## WHAT YOU ARE ASKED TO DO
Begin at the line below that has "Give bounding boxes" and stop after the line that has "Bounding boxes for all text". Please restate only those lines, word for word.

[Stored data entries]

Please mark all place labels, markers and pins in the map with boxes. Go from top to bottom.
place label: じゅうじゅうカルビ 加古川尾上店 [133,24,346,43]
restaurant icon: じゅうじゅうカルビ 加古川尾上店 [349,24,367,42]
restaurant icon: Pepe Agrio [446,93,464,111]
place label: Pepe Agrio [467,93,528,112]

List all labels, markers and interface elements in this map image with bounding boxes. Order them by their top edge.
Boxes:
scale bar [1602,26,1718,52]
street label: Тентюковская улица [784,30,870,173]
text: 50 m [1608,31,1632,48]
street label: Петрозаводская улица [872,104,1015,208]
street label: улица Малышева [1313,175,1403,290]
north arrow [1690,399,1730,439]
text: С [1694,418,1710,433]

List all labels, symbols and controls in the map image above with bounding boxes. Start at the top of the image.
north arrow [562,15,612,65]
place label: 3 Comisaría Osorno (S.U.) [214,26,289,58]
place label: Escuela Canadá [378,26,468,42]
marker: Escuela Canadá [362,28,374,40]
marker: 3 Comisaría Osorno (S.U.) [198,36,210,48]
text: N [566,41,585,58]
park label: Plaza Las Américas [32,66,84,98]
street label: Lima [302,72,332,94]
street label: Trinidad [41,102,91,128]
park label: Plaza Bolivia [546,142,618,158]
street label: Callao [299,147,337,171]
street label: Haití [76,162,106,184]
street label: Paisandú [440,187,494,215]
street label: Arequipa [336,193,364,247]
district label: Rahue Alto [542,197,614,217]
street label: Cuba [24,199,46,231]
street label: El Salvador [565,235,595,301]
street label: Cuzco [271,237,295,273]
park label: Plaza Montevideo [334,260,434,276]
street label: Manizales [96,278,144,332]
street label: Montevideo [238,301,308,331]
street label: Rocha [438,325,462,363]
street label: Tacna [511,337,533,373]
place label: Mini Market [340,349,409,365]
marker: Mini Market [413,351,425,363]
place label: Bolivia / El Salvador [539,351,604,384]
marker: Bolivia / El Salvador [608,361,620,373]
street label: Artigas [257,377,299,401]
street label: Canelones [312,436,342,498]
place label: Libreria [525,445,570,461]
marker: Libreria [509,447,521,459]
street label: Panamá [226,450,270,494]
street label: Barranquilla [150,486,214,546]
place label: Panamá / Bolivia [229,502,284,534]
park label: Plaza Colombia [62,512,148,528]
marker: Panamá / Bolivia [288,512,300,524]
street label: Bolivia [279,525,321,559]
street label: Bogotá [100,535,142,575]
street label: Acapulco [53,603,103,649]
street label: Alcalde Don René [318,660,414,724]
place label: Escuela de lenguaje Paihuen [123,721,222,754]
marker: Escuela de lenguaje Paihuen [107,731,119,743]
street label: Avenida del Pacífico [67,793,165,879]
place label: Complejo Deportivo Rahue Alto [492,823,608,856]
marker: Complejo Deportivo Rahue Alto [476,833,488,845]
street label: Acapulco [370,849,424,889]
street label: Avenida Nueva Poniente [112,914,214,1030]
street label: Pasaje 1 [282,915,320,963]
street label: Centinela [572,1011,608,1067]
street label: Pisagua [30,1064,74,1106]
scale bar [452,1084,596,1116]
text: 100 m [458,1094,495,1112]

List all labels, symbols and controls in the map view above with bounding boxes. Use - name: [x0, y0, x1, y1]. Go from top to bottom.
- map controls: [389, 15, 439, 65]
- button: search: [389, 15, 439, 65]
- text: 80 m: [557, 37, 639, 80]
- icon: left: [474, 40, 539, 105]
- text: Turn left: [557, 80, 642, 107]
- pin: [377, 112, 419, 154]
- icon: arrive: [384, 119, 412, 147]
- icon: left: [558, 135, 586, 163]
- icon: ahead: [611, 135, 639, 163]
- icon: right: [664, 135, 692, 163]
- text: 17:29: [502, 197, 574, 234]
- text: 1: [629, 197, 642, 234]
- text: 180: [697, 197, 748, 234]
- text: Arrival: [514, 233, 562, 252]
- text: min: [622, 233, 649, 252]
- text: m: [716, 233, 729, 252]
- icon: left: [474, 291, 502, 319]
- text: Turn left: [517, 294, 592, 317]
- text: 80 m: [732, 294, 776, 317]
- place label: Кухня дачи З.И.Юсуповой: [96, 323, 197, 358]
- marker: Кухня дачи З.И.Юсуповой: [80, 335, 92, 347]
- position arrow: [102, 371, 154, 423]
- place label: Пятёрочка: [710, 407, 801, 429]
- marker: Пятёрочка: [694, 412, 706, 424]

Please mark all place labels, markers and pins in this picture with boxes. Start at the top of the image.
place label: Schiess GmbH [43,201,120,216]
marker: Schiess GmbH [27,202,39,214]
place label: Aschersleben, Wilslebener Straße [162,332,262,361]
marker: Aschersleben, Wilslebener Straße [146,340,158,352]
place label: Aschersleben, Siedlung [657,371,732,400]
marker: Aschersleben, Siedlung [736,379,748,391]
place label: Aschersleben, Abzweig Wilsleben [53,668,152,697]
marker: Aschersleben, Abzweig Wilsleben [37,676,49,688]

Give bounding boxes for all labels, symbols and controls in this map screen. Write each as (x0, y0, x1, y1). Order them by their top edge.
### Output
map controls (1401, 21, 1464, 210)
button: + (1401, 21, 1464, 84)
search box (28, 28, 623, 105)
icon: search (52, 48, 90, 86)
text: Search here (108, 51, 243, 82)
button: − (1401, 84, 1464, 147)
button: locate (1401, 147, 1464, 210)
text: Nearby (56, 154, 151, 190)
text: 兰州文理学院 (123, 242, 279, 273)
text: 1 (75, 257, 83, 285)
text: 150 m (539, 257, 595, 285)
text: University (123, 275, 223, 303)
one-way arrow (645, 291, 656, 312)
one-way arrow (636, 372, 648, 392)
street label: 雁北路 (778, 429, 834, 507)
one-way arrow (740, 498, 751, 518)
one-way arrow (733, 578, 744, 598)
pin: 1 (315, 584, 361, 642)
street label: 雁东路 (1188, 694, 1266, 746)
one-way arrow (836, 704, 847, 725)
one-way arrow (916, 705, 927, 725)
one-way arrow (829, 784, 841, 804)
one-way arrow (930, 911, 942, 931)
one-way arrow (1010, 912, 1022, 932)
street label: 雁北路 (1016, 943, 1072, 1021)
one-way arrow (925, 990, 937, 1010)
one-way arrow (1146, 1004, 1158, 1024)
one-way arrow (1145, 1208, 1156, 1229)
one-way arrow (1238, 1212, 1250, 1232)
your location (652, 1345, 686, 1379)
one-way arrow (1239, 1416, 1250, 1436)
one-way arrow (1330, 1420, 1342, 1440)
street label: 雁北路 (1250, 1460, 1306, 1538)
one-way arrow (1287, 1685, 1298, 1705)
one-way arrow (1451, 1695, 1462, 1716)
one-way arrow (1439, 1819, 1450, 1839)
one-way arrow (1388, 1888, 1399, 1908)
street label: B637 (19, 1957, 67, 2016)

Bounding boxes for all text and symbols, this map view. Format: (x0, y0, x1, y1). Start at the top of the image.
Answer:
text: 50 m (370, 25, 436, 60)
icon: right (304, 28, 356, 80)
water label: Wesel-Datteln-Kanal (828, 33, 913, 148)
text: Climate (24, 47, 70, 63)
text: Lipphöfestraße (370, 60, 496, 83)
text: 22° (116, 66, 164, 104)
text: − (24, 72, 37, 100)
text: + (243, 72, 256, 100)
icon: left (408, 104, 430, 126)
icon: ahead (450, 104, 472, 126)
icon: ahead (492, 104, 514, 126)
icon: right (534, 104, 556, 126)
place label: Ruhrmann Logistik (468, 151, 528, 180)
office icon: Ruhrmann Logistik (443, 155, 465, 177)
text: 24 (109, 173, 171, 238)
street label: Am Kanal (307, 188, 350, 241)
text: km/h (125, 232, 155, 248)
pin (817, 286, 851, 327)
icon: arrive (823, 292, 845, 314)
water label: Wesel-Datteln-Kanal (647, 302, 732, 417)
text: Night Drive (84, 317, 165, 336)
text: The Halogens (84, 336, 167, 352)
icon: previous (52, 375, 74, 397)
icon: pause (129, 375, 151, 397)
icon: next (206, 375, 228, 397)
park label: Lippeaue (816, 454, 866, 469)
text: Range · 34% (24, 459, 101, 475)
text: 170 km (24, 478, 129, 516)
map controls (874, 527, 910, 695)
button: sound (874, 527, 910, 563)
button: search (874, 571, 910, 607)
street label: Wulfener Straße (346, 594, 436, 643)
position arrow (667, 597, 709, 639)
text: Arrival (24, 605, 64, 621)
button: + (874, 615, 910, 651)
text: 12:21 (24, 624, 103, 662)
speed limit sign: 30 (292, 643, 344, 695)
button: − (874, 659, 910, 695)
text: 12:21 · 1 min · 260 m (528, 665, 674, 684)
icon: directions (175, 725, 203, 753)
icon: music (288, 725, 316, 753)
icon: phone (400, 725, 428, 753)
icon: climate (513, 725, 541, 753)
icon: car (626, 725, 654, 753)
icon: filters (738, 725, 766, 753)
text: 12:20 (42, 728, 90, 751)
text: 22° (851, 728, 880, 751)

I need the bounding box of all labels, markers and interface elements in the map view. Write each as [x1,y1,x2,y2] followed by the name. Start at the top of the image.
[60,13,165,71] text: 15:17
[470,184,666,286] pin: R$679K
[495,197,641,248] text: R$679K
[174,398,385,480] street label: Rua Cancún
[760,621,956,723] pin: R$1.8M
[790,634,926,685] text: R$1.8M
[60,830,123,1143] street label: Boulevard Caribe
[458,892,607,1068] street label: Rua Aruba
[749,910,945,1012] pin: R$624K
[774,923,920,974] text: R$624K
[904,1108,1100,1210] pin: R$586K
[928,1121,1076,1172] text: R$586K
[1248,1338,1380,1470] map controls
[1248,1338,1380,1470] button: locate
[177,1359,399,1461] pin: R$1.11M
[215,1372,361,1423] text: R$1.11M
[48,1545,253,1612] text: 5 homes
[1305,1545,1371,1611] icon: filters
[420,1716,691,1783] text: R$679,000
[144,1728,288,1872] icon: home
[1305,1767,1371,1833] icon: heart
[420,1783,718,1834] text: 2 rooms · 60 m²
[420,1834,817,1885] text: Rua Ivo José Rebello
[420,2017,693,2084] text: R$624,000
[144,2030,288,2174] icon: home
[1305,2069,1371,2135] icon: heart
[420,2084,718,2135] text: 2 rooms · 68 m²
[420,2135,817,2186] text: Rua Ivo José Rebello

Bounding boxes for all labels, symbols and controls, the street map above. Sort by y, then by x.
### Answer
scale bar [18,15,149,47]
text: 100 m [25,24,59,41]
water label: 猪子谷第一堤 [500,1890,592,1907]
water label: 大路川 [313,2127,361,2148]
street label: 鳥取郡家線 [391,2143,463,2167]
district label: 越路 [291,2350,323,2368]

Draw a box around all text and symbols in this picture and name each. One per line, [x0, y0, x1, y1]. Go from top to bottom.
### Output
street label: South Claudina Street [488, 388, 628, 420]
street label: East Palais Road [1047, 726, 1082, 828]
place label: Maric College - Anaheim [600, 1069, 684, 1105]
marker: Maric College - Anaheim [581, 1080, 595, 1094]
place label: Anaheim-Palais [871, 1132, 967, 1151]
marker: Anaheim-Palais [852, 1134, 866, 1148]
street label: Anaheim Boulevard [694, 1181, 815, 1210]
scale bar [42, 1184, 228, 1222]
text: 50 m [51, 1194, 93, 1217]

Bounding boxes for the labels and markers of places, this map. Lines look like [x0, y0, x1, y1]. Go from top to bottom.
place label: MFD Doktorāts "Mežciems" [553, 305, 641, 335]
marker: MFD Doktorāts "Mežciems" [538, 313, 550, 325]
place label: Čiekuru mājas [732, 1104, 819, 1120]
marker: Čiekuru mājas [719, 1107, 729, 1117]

## FINAL ANSWER
Give bounding boxes for all labels, symbols and controls in this map screen. Write each as (x0, y0, x1, y1). Order them by their top edge.
### Output
map controls (1401, 21, 1464, 210)
button: + (1401, 21, 1464, 84)
search box (28, 28, 623, 105)
icon: search (52, 48, 90, 86)
text: Search here (108, 51, 243, 82)
button: − (1401, 84, 1464, 147)
button: locate (1401, 147, 1464, 210)
text: Nearby (56, 154, 151, 190)
text: 兰州文理学院 (123, 242, 279, 273)
text: 1 (75, 257, 83, 285)
text: 150 m (539, 257, 595, 285)
text: University (123, 275, 223, 303)
one-way arrow (645, 291, 656, 312)
one-way arrow (636, 372, 648, 392)
street label: 雁北路 (778, 429, 834, 507)
one-way arrow (740, 498, 751, 518)
one-way arrow (733, 578, 744, 598)
pin: 1 (315, 584, 361, 642)
street label: 雁东路 (1188, 694, 1266, 746)
one-way arrow (836, 704, 847, 725)
one-way arrow (916, 705, 927, 725)
one-way arrow (829, 784, 841, 804)
one-way arrow (930, 911, 942, 931)
one-way arrow (1010, 912, 1022, 932)
street label: 雁北路 (1016, 943, 1072, 1021)
one-way arrow (925, 990, 937, 1010)
one-way arrow (1146, 1004, 1158, 1024)
one-way arrow (1145, 1208, 1156, 1229)
one-way arrow (1238, 1212, 1250, 1232)
your location (652, 1345, 686, 1379)
one-way arrow (1239, 1416, 1250, 1436)
one-way arrow (1330, 1420, 1342, 1440)
street label: 雁北路 (1250, 1460, 1306, 1538)
one-way arrow (1287, 1685, 1298, 1705)
one-way arrow (1451, 1695, 1462, 1716)
one-way arrow (1439, 1819, 1450, 1839)
one-way arrow (1388, 1888, 1399, 1908)
street label: B637 (19, 1957, 67, 2016)

Bounding boxes for all text and symbols, this map view. Format: (x0, y0, x1, y1). Start at the top of the image.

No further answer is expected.